The Transnet board’s approved budget
for the coming financial year (April 2009
to March 2010) was not available at the
time of writing but NPA Mother City
port manager, Sanjay Govan, is under no
illusion it’s going to reflect extreme belttightening
procedures.
“Even though we do not have the final
figures, Cape Town’s exports have been
dropping week by week, to around 20%
since November, in some instances either
halting or continuing only by virtue of
existing contracts. Our expectation is that
port turnover will be down at least 10% in
the coming year.”
Govan reflects on Asia’s economic
woes, which have had a knock-on effect
on many other economies.
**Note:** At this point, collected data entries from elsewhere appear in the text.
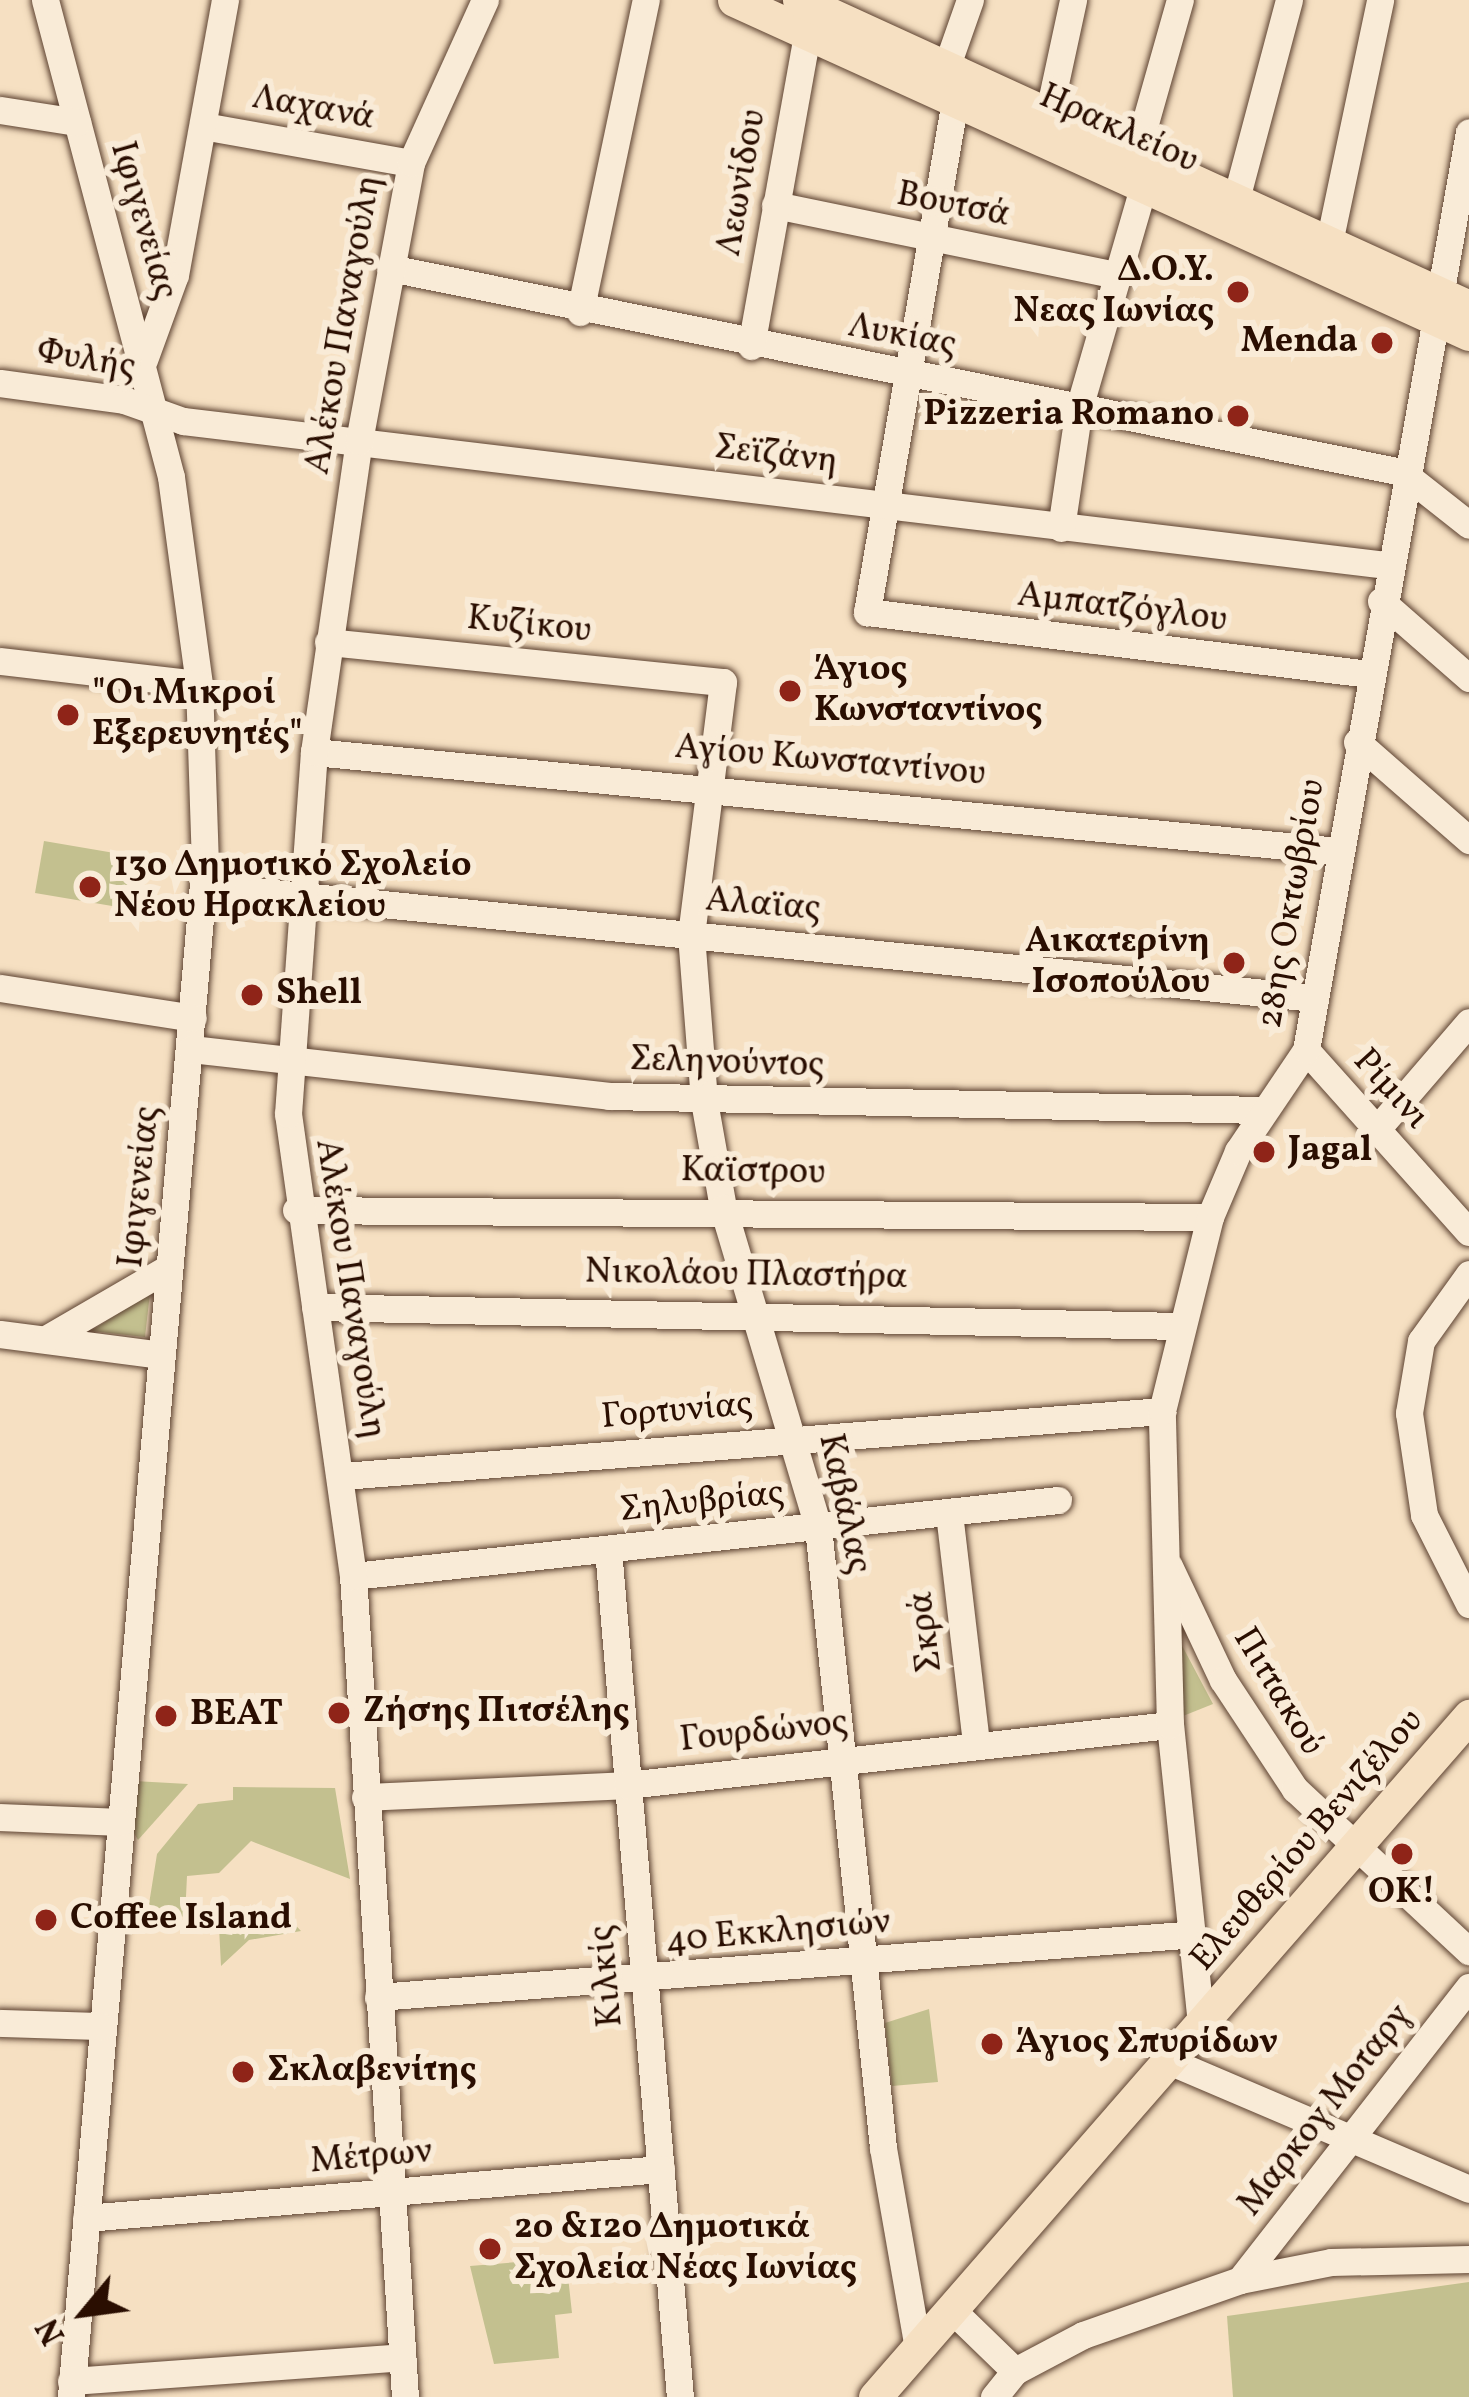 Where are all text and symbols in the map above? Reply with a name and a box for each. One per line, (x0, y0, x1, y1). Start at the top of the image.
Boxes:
street label: Ηρακλείου (1032, 76, 1204, 184)
street label: Λαχανά (249, 77, 377, 141)
street label: Λεωνίδου (709, 106, 777, 260)
street label: Ιφιγενείας (99, 137, 185, 305)
street label: Αλέκου Παναγούλη (297, 172, 393, 478)
street label: Βουτσά (893, 174, 1013, 238)
place label: Δ.Ο.Υ. Νεας Ιωνίας (1013, 249, 1214, 334)
marker: Δ.Ο.Υ. Νεας Ιωνίας (1225, 279, 1251, 305)
street label: Λυκίας (844, 305, 960, 369)
place label: Menda (1241, 321, 1358, 365)
marker: Menda (1369, 330, 1395, 356)
street label: Φυλής (33, 331, 139, 391)
place label: Pizzeria Romano (923, 394, 1214, 438)
marker: Pizzeria Romano (1225, 403, 1251, 429)
street label: Σεϊζάνη (712, 427, 840, 485)
street label: Αμπατζόγλου (1015, 575, 1229, 643)
street label: Κυζίκου (465, 598, 593, 654)
place label: Άγιος Κωνσταντίνος (814, 648, 1042, 733)
place label: "Οι Μικροί Εξερευνητές" (92, 672, 303, 757)
marker: Άγιος Κωνσταντίνος (777, 678, 803, 704)
marker: "Οι Μικροί Εξερευνητές" (55, 702, 81, 728)
street label: Αγίου Κωνσταντίνου (673, 727, 987, 797)
street label: 28ης Οκτωβρίου (1250, 776, 1336, 1032)
place label: 13ο Δημοτικό Σχολείο Νέου Ηρακλείου (114, 844, 472, 929)
marker: 13ο Δημοτικό Σχολείο Νέου Ηρακλείου (77, 874, 103, 900)
street label: Αλαϊας (704, 879, 822, 933)
place label: Αικατερίνη Ισοπούλου (1025, 920, 1210, 1005)
marker: Αικατερίνη Ισοπούλου (1221, 950, 1247, 976)
place label: Shell (276, 973, 362, 1017)
marker: Shell (239, 982, 265, 1008)
street label: Σεληνούντος (629, 1039, 825, 1089)
street label: Ρίμινι (1343, 1041, 1437, 1139)
street label: Ιφιγενείας (111, 1104, 171, 1270)
place label: Jagal (1288, 1130, 1372, 1174)
street label: Αλέκου Παναγούλη (304, 1136, 394, 1442)
marker: Jagal (1251, 1139, 1277, 1165)
street label: Καϊστρου (680, 1150, 826, 1196)
street label: Νικολάου Πλαστήρα (584, 1252, 908, 1300)
street label: Γορτυνίας (600, 1384, 754, 1440)
street label: Καβάλας (807, 1430, 879, 1578)
street label: Σηλυβρίας (618, 1473, 786, 1533)
street label: Σκρά (901, 1589, 953, 1675)
street label: Πιττακού (1222, 1620, 1332, 1764)
place label: Ζήσης Πιτσέλης (363, 1691, 630, 1735)
place label: ΒΕΑΤ (190, 1694, 283, 1738)
marker: Ζήσης Πιτσέλης (326, 1700, 352, 1726)
street label: Ελευθερίου Βενιζέλου (1182, 1701, 1434, 1981)
marker: ΒΕΑΤ (153, 1703, 179, 1729)
street label: Γουρδώνος (678, 1703, 850, 1763)
marker: OK! (1389, 1841, 1415, 1867)
place label: OK! (1368, 1872, 1436, 1916)
place label: Coffee Island (70, 1898, 292, 1942)
street label: 40 Εκκλησιών (664, 1902, 892, 1964)
marker: Coffee Island (33, 1907, 59, 1933)
street label: Κιλκίς (582, 1923, 634, 2029)
street label: Μαρκογ Μοταργ (1229, 1996, 1423, 2226)
place label: Άγιος Σπυρίδων (1016, 2022, 1277, 2066)
marker: Άγιος Σπυρίδων (979, 2031, 1005, 2057)
place label: Σκλαβενίτης (267, 2050, 476, 2094)
marker: Σκλαβενίτης (230, 2059, 256, 2085)
street label: Μέτρων (308, 2131, 434, 2185)
place label: 2ο &12ο Δημοτικά Σχολεία Νέας Ιωνίας (514, 2206, 857, 2291)
marker: 2ο &12ο Δημοτικά Σχολεία Νέας Ιωνίας (477, 2236, 503, 2262)
north arrow (24, 2253, 144, 2373)
text: N (27, 2309, 78, 2352) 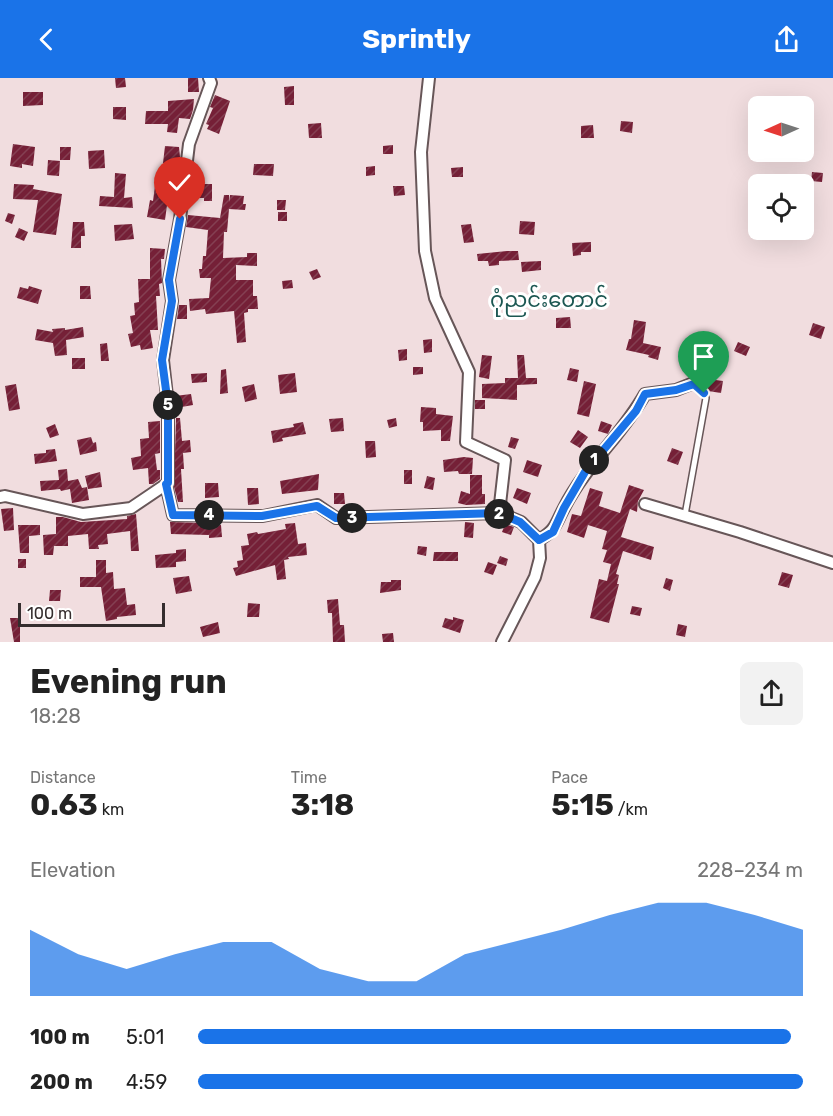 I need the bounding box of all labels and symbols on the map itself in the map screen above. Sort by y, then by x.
north arrow [748,96,814,162]
pin [154,157,205,219]
district label: ဂုံညင်းတောင် [490,284,608,317]
pin [678,331,729,393]
pin: 5 [153,390,183,420]
pin: 1 [579,445,609,475]
pin: 2 [484,499,514,529]
pin: 4 [194,500,224,530]
pin: 3 [337,503,367,533]
scale bar [18,600,165,628]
Finance
minister Trevor Manuel has even more
grim news – China’s exports down
17% in January and imports declining a
worrisome 43%, while Japan’s economy
has shrunk 3.3% over the past three
months as it turned in the worst export
performance since 1974.
The container terminal is in the midst
of a R4.2 billion expansion programme
to cater for bigger ships while container
space will more than doubled to 1.4
million teus a year by 2012. This remains
the port’s largest income contributor,
along with bulk cargo, bunkers and ship
repair, but Govan chooses not to dwell on
the precise financial performance of each.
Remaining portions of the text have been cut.